**Task objective**
An exact, picture-free copy of the listing is required.

**Provided information**
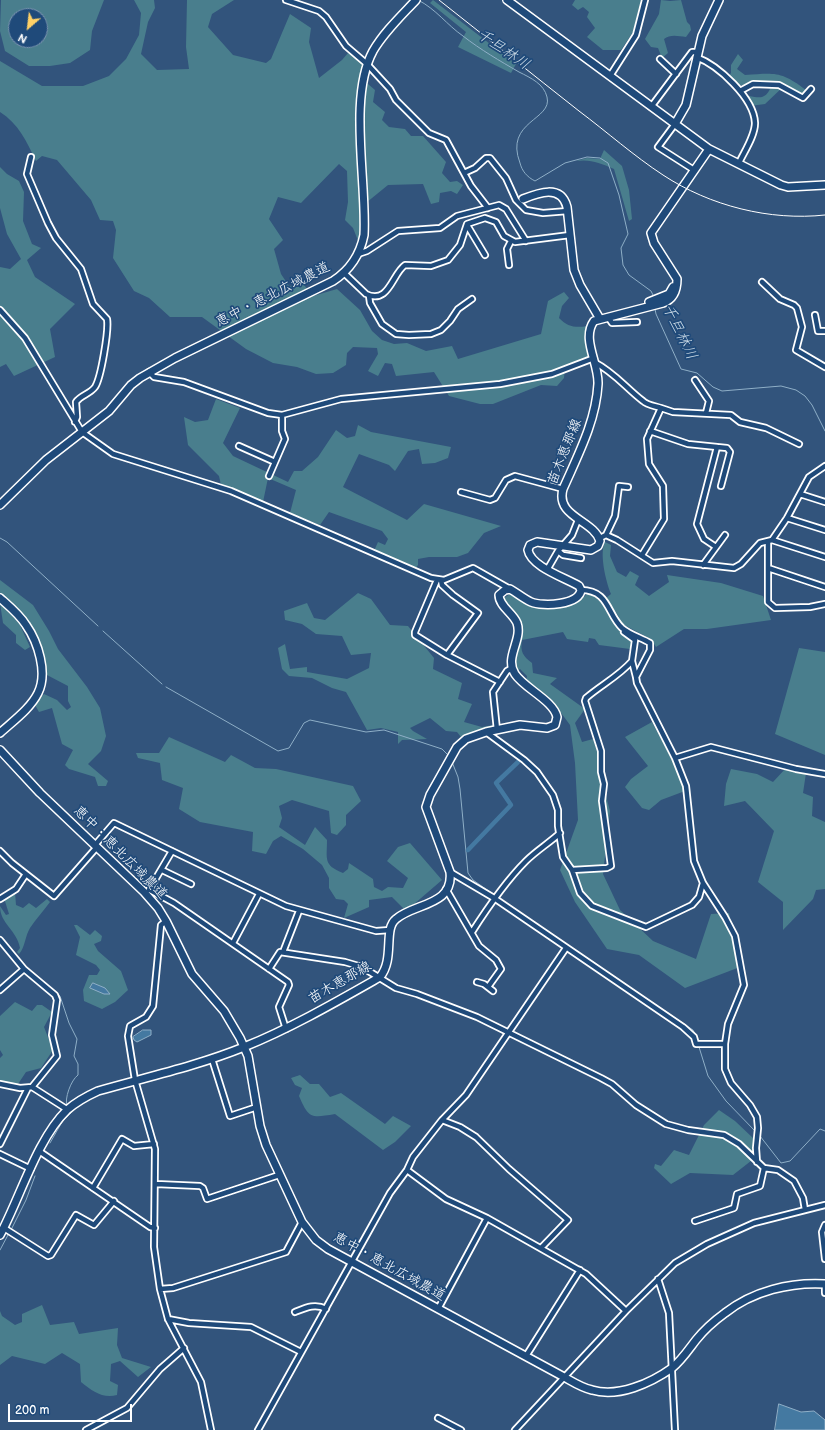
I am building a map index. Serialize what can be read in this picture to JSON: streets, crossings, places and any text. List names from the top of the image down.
{
  "streets": {
    "street": ["恵中・恵北広域農道", "苗木恵那線"]
  },
  "crossings": [
    ["恵中・恵北広域農道", "苗木恵那線"]
  ],
  "water": ["千旦林川"],
  "scale_bar": "200 m",
  "north": "bottom left"
}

**Reply to the task**
I am building a map index. Serialize what can be read in this picture to JSON: streets, crossings, places and any text. List names from the top of the image down.
{
  "streets": {
    "street": ["恵中・恵北広域農道", "苗木恵那線"]
  },
  "crossings": [
    ["恵中・恵北広域農道", "苗木恵那線"]
  ],
  "water": ["千旦林川"],
  "scale_bar": "200 m",
  "north": "bottom left"
}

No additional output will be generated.